Input records below:
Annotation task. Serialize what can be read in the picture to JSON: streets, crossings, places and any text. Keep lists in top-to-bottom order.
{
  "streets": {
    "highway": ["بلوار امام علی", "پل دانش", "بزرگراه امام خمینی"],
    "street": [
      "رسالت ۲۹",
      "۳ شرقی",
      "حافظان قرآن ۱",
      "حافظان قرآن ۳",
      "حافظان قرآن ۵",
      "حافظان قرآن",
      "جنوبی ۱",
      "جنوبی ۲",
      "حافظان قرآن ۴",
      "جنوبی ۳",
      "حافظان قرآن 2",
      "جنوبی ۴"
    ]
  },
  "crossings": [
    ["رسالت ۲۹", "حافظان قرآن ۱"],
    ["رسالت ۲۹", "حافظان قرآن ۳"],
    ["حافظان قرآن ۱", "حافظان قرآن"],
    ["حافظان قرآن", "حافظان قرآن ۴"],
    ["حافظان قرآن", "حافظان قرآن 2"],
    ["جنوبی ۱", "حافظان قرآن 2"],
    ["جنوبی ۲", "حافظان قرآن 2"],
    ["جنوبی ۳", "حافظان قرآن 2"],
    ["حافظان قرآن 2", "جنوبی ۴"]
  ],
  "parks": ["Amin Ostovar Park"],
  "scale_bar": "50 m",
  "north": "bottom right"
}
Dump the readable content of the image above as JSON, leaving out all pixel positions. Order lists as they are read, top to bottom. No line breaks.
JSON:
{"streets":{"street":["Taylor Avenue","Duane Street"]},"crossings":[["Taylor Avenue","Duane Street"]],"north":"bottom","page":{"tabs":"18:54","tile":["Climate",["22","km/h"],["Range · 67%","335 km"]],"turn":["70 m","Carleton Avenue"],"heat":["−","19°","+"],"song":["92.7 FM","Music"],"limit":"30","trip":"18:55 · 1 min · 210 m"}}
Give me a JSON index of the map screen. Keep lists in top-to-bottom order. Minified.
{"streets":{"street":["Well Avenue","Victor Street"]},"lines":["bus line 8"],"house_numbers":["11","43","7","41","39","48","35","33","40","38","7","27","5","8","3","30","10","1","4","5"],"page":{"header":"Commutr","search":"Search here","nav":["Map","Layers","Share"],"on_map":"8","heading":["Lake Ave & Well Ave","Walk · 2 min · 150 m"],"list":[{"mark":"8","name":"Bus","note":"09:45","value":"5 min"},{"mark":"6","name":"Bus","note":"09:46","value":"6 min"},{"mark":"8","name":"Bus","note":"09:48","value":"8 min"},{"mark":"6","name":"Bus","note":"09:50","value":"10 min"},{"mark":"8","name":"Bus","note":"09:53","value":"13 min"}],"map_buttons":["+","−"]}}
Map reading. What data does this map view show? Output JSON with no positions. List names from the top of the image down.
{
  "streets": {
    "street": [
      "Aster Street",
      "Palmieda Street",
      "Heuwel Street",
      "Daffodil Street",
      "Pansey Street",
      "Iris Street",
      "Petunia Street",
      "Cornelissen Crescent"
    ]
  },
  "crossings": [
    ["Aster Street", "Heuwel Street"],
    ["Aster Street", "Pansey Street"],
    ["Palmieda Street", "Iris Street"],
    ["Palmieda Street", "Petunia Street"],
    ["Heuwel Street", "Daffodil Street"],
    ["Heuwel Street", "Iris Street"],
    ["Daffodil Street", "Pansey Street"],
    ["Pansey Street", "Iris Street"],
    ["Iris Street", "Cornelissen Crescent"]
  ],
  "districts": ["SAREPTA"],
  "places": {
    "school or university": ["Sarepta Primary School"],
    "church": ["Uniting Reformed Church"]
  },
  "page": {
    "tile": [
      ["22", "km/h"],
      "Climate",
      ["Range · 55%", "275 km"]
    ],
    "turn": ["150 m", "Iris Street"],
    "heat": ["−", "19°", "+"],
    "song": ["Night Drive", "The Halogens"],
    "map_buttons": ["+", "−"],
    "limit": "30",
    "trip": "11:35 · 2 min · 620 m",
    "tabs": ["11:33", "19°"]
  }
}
End of Input records.
» **Task instructions**: From the entries above, extract every line where the word "image" appears.

» **Solution to the exercise**:
Dump the readable content of the image above as JSON, leaving out all pixel positions. Order lists as they are read, top to bottom. No line breaks.
Map reading. What data does this map view show? Output JSON with no positions. List names from the top of the image down.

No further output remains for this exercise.